Supreme Court Blocks OSHA Vaccination-or-Test Mandate and Upholds CMS Rule Mandating Vaccines – Now What?

On January 13, 2022, the U.S. Supreme Court issued two significant opinions:

  • In Nat’l Fed. of Independent Business v. Occupational Safety and Health Administration, the Supreme Court stayed enforcement of the Occupational Safety and Health Administration’s (OSHA) emergency temporary standard (ETS) related to COVID-19 prevention measures, holding that the groups and businesses challenging the standard were likely to succeed in showing that the ETS requirements exceeded OSHA’s statutory authority.
  • In Biden v. Missouri, the Supreme Court lifted the stay of the Centers for Medicare and Medicaid Services Interim Final Rule (the CMS Rule) for health facilities that receive Medicare or Medicaid reimbursement, holding that the Secretary had statutory authority to issue the mandate.

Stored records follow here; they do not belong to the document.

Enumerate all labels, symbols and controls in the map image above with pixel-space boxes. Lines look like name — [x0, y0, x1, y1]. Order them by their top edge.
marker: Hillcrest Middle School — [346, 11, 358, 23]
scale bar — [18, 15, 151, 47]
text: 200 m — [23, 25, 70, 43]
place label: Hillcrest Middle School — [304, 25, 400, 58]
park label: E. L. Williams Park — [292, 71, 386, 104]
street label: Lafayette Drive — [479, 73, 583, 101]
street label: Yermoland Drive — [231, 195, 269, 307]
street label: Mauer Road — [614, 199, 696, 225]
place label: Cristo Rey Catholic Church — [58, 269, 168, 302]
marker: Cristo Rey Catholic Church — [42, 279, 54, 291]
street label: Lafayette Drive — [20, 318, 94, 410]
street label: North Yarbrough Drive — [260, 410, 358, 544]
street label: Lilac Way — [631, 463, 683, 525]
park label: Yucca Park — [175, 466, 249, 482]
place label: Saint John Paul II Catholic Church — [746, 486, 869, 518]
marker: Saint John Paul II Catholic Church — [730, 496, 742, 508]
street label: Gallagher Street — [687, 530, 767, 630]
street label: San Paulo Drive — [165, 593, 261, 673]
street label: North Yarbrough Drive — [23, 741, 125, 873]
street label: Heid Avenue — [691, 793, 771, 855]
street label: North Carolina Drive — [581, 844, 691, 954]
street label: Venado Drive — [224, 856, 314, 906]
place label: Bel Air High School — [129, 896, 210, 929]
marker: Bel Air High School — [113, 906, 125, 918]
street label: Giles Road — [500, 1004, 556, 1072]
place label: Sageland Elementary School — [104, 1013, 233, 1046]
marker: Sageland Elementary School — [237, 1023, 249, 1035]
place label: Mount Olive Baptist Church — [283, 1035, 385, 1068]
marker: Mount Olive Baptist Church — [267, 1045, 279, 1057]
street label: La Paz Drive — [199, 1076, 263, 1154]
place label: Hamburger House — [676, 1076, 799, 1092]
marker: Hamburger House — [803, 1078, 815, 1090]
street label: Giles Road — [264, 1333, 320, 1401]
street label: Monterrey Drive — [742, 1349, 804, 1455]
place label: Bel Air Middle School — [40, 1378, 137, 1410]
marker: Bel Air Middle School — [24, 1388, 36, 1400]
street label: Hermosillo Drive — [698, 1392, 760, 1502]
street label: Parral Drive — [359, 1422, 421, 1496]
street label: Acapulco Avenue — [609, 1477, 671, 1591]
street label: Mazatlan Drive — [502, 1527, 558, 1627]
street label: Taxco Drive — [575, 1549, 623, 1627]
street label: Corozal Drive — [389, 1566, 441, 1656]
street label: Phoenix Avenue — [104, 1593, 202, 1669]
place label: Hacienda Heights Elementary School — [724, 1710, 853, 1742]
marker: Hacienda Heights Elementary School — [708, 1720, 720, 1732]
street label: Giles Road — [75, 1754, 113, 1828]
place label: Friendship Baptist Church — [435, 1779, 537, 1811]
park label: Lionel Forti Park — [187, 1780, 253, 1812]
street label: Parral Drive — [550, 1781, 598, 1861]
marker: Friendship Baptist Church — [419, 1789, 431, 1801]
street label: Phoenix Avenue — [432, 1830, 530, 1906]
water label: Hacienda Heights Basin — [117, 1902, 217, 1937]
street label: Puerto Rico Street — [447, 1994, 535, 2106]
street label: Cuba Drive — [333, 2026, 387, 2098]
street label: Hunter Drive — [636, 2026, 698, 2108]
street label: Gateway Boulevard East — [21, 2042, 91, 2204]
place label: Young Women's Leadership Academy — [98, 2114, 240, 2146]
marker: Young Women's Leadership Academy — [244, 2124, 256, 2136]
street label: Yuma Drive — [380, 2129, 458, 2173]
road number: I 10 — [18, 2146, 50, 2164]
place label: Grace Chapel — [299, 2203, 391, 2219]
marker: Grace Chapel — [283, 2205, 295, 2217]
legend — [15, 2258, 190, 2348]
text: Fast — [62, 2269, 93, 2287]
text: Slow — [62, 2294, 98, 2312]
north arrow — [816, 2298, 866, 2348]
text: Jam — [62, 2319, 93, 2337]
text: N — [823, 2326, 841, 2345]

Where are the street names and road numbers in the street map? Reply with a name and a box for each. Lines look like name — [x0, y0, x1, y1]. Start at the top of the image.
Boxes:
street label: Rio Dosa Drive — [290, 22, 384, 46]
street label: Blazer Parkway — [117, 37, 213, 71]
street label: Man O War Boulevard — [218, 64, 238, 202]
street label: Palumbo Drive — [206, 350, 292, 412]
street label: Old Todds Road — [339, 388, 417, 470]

OSHA ETS on Hold, and Is Not Likely To Again Be Effective

We previously addressed the substance of the ETS and the effect of the Sixth Circuit Court of Appeals decision lifting a stay on enforcement of the ETS on December 17, 2021. In a 6 to 3 per curiam opinion issued January 13, 2022, with Justices Breyer, Sotomayor and Kagan dissenting, the U.S. Supreme Court blocked enforcement of OSHA's vaccination-or-testing/face covering ETS that generally ordered private employers with 100 or more employees that are not covered by another, stricter standard to require either employee COVID-19 vaccination or weekly testing and use of face coverings. In doing so, the Court concluded that the states, businesses and nonprofit organizations challenging the standard were likely to prevail in showing that the ETS requirements exceeded OSHA’s statutory authority. 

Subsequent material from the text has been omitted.